On closer inspection,
we found an almost illegible epitaph on the stone, and with difficulty
made out this forlorn verse:--
"Poorly lived,
And poorly died,
Poorly buried,
And no one cried."
It would be hard to compress the story of a cold and luckless life,
death, and burial into fewer words, or more impressive ones; at least,
we found them impressive, perhaps because we had to re-create the
inscription by scraping away the lichens from the faintly traced
letters. The grave was on the shady and damp side of the church, endwise
towards it, the head-stone being within about three feet of the
foundation-wall; so that, unless the poor man was a dwarf, he must have
been doubled up to fit him into his final resting-place. No wonder that
his epitaph murmured against so poor a burial as this! His name, as well
as I could make it out, was Treeo,--John Treeo, I think,--and he died in
1810, at the age of seventy-four. The gravestone is so overgrown with
grass and weeds, so covered with unsightly lichens, and crumbly with
time and foul weather, that it is questionable whether anybody will ever
be at the trouble of deciphering it again.
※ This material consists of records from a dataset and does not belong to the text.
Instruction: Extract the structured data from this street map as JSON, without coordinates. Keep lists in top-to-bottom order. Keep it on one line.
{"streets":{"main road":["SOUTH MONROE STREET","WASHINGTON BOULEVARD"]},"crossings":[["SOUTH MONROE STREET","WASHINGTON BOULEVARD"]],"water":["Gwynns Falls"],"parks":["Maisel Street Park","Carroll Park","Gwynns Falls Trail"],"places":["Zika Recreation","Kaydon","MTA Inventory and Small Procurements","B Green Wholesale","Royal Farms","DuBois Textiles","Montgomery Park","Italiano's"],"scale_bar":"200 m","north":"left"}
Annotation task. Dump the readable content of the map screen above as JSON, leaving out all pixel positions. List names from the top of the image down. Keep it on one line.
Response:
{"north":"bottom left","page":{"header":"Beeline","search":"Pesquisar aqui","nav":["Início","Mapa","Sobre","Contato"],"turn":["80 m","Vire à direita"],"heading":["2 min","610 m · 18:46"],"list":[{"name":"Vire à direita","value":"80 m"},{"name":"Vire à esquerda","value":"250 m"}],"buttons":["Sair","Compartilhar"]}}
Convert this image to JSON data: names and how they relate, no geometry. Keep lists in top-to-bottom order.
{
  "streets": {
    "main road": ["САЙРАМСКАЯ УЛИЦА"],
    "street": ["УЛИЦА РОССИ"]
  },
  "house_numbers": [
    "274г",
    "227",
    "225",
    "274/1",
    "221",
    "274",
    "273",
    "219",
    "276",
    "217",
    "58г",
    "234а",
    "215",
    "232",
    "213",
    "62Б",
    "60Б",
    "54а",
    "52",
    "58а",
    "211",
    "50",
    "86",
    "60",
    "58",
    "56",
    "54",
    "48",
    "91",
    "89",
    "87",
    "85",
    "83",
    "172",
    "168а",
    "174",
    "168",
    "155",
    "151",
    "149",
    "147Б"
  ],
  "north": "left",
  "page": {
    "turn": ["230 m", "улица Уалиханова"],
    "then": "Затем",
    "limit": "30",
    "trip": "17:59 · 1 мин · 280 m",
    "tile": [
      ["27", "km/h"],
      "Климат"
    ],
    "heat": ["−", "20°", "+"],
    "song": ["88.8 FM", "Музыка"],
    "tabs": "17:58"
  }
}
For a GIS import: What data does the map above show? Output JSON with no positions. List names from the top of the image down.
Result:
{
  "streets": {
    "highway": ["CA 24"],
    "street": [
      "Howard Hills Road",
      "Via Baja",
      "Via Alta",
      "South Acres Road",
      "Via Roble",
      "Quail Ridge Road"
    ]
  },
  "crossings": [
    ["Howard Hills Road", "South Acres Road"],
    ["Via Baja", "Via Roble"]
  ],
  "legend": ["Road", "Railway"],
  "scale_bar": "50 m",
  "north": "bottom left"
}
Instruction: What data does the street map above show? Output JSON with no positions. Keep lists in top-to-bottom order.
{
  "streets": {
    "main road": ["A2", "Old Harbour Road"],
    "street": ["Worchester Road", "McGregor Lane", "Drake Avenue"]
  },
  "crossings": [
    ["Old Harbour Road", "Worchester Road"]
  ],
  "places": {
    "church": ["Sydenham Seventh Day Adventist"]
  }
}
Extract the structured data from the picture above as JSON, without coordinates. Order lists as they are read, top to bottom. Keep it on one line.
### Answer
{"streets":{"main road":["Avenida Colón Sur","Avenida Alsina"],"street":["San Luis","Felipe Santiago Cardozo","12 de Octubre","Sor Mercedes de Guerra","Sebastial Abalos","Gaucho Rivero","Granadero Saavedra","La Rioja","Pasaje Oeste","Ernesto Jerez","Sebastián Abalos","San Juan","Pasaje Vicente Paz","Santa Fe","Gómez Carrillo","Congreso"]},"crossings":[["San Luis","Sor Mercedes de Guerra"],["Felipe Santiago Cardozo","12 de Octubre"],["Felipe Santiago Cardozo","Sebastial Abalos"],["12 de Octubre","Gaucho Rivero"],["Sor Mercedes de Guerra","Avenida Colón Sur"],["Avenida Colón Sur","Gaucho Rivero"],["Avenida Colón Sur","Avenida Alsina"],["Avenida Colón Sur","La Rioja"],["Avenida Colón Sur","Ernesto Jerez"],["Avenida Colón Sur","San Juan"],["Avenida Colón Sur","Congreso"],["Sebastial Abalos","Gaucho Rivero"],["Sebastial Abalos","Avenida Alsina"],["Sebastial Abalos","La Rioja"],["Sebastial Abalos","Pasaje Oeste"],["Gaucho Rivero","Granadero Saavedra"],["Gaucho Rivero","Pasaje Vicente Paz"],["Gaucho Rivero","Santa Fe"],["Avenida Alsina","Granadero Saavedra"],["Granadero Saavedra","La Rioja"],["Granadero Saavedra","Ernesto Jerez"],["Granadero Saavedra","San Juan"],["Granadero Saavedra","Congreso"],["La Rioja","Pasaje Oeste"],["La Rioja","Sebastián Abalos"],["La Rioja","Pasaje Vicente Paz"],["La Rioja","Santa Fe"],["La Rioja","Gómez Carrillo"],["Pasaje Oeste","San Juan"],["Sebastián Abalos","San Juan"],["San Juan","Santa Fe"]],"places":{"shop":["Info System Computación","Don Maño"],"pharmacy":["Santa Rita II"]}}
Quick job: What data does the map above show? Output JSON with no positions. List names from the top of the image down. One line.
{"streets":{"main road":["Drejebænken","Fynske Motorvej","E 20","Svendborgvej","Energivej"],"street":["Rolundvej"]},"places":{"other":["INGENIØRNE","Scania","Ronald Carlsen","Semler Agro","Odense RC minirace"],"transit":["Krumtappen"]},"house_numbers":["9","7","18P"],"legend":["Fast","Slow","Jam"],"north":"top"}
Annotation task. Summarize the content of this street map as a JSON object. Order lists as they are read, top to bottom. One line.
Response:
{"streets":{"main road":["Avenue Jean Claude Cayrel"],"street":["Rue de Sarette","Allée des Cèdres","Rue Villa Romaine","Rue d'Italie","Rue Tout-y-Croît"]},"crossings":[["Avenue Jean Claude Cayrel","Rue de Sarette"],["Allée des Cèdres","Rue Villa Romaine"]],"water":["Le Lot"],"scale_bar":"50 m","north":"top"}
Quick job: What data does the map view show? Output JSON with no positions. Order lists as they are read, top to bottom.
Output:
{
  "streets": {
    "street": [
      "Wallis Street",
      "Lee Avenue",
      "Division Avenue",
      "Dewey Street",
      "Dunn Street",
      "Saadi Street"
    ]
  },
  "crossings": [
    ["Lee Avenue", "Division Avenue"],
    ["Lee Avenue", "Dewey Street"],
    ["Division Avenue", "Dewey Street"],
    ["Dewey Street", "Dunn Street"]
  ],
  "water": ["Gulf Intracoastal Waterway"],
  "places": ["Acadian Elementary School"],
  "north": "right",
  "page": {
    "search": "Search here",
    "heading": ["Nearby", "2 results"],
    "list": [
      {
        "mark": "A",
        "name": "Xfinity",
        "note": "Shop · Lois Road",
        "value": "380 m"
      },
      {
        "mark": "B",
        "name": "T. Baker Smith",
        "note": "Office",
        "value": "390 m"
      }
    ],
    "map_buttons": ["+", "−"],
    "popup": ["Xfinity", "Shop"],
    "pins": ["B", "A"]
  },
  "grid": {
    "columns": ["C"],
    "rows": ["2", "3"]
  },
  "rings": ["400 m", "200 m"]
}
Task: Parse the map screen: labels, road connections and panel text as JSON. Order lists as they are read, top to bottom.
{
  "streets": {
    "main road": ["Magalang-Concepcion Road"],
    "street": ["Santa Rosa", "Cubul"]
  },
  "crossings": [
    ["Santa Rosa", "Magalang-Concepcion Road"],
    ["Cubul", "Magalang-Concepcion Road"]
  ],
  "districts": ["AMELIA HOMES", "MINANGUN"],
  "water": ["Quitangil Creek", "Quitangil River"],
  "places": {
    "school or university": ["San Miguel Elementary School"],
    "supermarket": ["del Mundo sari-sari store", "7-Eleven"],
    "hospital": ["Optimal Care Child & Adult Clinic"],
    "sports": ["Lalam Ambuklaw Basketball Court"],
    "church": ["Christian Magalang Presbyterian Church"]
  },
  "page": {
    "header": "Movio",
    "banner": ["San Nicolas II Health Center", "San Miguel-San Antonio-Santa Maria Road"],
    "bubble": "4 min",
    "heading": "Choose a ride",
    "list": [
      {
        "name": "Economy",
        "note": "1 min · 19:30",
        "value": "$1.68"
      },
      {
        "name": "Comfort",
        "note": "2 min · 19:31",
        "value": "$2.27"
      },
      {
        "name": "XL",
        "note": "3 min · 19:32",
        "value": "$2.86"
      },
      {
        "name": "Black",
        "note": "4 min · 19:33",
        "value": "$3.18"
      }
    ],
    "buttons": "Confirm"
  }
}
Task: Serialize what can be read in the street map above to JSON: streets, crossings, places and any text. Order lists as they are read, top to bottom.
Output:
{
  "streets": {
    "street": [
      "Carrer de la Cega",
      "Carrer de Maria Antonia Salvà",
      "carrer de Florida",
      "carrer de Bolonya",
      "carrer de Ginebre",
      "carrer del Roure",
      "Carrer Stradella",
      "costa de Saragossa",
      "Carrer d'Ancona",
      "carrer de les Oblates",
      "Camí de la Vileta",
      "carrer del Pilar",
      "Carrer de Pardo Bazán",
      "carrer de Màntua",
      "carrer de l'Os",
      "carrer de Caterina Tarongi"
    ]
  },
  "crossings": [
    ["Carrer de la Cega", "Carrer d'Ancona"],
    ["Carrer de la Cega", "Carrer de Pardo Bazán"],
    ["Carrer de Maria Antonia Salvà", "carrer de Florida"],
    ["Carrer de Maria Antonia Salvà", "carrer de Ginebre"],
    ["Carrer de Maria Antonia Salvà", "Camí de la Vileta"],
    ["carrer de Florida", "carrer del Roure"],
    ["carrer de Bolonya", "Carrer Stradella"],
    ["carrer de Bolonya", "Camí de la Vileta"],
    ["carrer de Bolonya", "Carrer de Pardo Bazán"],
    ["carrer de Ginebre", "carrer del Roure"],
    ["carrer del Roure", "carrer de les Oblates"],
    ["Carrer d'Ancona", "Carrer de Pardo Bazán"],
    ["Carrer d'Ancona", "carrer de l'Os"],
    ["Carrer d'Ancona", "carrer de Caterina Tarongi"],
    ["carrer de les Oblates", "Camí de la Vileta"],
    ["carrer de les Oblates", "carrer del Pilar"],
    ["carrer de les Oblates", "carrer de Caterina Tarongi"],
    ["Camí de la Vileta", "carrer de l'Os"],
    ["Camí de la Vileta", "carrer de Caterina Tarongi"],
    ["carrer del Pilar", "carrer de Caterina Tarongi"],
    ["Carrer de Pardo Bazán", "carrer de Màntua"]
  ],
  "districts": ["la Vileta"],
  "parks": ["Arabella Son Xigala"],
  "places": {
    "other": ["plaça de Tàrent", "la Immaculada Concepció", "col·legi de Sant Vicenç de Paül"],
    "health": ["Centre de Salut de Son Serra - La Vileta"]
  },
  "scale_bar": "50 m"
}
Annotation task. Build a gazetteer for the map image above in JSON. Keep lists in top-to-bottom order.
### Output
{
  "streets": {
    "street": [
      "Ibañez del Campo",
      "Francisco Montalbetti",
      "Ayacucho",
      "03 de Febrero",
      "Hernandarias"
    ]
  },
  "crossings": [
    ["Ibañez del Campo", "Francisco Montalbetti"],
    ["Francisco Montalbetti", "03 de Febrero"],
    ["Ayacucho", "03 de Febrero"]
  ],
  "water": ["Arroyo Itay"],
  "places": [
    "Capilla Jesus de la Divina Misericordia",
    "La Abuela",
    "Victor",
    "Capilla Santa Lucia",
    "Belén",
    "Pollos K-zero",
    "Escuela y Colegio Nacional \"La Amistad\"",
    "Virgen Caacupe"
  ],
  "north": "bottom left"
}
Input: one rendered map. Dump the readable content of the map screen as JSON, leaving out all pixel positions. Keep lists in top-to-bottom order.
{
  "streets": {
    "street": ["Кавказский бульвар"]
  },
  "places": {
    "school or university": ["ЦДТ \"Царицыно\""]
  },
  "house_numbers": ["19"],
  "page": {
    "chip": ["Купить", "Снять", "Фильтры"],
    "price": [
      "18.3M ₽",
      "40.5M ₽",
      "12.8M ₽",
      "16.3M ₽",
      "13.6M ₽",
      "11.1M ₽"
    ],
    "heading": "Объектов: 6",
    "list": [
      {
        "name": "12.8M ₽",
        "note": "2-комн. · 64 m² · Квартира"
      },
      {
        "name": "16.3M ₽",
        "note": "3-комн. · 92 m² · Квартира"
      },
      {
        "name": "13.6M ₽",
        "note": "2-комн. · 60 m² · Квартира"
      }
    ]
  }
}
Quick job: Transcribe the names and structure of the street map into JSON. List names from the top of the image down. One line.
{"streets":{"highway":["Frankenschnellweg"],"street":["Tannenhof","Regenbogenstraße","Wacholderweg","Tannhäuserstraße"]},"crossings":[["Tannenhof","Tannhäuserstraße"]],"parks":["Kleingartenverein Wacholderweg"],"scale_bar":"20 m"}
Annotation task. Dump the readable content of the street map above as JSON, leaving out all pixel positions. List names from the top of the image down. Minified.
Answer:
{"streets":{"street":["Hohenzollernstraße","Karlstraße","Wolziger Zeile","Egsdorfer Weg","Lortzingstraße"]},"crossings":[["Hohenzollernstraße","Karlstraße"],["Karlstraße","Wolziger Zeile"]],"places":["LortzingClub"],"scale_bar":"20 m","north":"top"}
But there is a quaint and sad
kind of enjoyment in defeating (to such slight degree as my pen may do
it) the probabilities of oblivion for poor John Treeo, and asking a
little sympathy for him, half a century after his death, and making him
better and more widely known, at least, than any other slumberer in
Lillington church-yard: he having been, as appearances go, the outcast
of them all.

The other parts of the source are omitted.